## TASK DESCRIPTION
Stop after the line with "const ctx = document.querySelector('canvas').getContext('2d');"; until then, please copy every line of the records word for word from the first.

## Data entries
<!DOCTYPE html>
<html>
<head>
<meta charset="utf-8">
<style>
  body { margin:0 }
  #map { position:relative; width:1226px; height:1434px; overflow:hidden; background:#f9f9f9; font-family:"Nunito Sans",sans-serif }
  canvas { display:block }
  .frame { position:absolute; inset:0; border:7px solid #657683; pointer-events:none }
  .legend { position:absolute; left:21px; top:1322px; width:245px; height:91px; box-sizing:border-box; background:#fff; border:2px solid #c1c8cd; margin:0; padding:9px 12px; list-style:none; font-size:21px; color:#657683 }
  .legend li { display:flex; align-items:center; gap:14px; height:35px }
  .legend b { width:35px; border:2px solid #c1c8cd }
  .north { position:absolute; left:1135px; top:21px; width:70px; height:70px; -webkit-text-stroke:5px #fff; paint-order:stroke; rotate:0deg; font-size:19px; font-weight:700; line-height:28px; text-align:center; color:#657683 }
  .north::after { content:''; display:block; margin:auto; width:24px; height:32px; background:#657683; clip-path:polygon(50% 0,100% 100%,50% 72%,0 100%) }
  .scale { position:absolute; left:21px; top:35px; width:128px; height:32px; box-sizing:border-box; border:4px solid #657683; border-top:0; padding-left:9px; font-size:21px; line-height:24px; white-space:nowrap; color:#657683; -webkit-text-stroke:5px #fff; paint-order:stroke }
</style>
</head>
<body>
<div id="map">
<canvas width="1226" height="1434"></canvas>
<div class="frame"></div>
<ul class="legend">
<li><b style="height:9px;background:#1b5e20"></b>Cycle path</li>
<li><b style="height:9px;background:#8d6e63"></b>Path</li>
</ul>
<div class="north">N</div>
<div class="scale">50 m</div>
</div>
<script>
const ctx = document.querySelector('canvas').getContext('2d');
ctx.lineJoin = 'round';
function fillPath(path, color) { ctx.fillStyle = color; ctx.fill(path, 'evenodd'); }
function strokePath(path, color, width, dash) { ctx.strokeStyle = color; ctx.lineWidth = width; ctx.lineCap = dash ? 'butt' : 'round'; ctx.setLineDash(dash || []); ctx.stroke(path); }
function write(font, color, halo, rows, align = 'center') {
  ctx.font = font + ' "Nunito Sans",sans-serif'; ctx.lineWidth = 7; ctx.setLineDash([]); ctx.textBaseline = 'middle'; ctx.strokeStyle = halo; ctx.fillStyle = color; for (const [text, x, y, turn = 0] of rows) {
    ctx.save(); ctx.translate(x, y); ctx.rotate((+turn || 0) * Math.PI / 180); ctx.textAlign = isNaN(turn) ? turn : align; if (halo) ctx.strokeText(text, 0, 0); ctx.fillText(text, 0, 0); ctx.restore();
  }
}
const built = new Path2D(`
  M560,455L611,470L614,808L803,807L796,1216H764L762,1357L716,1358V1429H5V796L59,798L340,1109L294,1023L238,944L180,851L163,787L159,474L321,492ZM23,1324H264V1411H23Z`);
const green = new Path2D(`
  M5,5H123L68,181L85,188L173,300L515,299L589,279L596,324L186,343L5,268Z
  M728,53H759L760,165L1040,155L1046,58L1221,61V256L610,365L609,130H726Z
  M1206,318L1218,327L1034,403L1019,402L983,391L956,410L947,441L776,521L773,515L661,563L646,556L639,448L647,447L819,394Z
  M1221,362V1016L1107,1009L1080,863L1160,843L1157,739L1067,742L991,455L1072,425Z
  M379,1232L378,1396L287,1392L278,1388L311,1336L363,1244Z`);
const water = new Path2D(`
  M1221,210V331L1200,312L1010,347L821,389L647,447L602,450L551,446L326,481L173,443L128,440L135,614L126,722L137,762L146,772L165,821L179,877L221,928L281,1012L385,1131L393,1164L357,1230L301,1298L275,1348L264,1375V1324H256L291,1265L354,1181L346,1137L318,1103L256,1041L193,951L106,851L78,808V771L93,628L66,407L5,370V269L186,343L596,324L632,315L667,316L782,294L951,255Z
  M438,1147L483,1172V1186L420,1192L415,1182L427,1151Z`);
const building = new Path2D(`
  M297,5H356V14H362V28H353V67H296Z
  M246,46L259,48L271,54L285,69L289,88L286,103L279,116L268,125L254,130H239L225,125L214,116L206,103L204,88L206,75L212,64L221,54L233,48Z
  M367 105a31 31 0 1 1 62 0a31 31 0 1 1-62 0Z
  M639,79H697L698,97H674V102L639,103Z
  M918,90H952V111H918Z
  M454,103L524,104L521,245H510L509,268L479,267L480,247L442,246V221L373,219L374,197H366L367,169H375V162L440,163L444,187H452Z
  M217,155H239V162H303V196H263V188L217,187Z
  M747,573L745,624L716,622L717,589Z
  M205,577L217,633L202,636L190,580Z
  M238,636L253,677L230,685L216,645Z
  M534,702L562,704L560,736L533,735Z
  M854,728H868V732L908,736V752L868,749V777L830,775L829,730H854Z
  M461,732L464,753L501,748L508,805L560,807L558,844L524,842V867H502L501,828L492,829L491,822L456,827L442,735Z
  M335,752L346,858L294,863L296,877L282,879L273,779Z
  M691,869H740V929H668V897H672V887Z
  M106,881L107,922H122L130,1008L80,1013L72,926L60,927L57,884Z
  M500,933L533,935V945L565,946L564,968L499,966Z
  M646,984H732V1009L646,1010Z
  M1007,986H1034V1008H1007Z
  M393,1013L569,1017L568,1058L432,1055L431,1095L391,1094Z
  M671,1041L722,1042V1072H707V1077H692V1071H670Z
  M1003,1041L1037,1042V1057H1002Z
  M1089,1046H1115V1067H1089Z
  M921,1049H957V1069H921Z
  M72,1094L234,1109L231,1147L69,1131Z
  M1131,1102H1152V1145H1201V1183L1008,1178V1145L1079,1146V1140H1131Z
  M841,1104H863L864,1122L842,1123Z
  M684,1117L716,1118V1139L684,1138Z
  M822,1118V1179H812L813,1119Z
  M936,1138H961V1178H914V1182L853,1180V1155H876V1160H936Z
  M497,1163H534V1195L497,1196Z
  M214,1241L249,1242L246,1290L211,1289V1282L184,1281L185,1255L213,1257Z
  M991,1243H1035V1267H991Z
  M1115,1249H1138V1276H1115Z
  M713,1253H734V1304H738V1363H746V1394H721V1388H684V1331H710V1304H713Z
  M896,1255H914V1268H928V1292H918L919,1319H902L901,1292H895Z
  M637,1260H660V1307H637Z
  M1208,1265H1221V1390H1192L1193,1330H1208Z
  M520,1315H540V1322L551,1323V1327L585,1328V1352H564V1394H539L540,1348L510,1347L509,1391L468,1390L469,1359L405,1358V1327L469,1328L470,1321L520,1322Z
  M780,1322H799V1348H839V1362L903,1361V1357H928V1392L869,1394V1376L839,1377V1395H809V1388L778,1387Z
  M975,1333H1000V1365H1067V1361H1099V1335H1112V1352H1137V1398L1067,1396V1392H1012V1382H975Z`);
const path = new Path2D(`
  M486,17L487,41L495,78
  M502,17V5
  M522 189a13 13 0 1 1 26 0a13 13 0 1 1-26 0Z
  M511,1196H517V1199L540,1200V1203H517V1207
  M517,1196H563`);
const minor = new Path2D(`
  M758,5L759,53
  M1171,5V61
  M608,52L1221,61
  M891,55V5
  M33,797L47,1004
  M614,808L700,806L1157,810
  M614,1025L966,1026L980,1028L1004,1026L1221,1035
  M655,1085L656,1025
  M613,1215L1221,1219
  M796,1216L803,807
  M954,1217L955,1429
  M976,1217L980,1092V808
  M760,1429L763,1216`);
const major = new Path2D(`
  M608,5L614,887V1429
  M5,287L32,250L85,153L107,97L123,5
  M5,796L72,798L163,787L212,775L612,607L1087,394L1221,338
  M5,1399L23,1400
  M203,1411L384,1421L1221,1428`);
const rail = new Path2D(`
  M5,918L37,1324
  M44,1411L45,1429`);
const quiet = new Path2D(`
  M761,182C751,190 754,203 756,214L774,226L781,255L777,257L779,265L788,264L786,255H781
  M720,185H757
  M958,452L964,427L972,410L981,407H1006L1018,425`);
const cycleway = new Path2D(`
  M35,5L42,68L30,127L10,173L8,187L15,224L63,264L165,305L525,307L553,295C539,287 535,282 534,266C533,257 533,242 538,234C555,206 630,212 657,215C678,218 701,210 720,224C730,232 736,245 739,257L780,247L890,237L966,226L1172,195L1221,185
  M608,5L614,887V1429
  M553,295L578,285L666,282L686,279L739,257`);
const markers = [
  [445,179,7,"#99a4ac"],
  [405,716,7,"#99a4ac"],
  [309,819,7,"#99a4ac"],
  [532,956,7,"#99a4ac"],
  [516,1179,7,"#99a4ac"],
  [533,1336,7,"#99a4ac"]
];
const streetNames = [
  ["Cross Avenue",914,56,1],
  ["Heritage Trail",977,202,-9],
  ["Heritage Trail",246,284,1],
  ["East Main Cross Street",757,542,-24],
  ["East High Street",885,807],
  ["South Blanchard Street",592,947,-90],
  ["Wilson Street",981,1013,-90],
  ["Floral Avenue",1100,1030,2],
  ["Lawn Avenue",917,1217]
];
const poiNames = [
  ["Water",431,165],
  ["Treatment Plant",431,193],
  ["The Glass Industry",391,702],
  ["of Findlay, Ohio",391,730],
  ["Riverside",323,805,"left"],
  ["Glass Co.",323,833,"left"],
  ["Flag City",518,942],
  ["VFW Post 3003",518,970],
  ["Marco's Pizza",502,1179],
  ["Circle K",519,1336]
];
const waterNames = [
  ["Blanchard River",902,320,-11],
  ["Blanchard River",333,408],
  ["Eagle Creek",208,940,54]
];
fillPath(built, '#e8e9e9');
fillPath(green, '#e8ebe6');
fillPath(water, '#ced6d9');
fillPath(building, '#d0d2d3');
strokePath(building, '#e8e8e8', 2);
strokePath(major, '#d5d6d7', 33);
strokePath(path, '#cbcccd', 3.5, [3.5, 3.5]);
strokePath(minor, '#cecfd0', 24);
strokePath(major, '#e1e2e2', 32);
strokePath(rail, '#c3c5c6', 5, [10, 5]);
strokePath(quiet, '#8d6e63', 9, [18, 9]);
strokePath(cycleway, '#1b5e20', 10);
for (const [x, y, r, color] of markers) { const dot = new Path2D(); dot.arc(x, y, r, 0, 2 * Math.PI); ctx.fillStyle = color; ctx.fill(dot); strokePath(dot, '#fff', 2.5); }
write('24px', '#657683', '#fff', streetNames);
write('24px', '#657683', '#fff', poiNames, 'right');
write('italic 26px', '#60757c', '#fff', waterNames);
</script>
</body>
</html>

## FINAL ANSWER
<!DOCTYPE html>
<html>
<head>
<meta charset="utf-8">
<style>
  body { margin:0 }
  #map { position:relative; width:1226px; height:1434px; overflow:hidden; background:#f9f9f9; font-family:"Nunito Sans",sans-serif }
  canvas { display:block }
  .frame { position:absolute; inset:0; border:7px solid #657683; pointer-events:none }
  .legend { position:absolute; left:21px; top:1322px; width:245px; height:91px; box-sizing:border-box; background:#fff; border:2px solid #c1c8cd; margin:0; padding:9px 12px; list-style:none; font-size:21px; color:#657683 }
  .legend li { display:flex; align-items:center; gap:14px; height:35px }
  .legend b { width:35px; border:2px solid #c1c8cd }
  .north { position:absolute; left:1135px; top:21px; width:70px; height:70px; -webkit-text-stroke:5px #fff; paint-order:stroke; rotate:0deg; font-size:19px; font-weight:700; line-height:28px; text-align:center; color:#657683 }
  .north::after { content:''; display:block; margin:auto; width:24px; height:32px; background:#657683; clip-path:polygon(50% 0,100% 100%,50% 72%,0 100%) }
  .scale { position:absolute; left:21px; top:35px; width:128px; height:32px; box-sizing:border-box; border:4px solid #657683; border-top:0; padding-left:9px; font-size:21px; line-height:24px; white-space:nowrap; color:#657683; -webkit-text-stroke:5px #fff; paint-order:stroke }
</style>
</head>
<body>
<div id="map">
<canvas width="1226" height="1434"></canvas>
<div class="frame"></div>
<ul class="legend">
<li><b style="height:9px;background:#1b5e20"></b>Cycle path</li>
<li><b style="height:9px;background:#8d6e63"></b>Path</li>
</ul>
<div class="north">N</div>
<div class="scale">50 m</div>
</div>
<script>
const ctx = document.querySelector('canvas').getContext('2d');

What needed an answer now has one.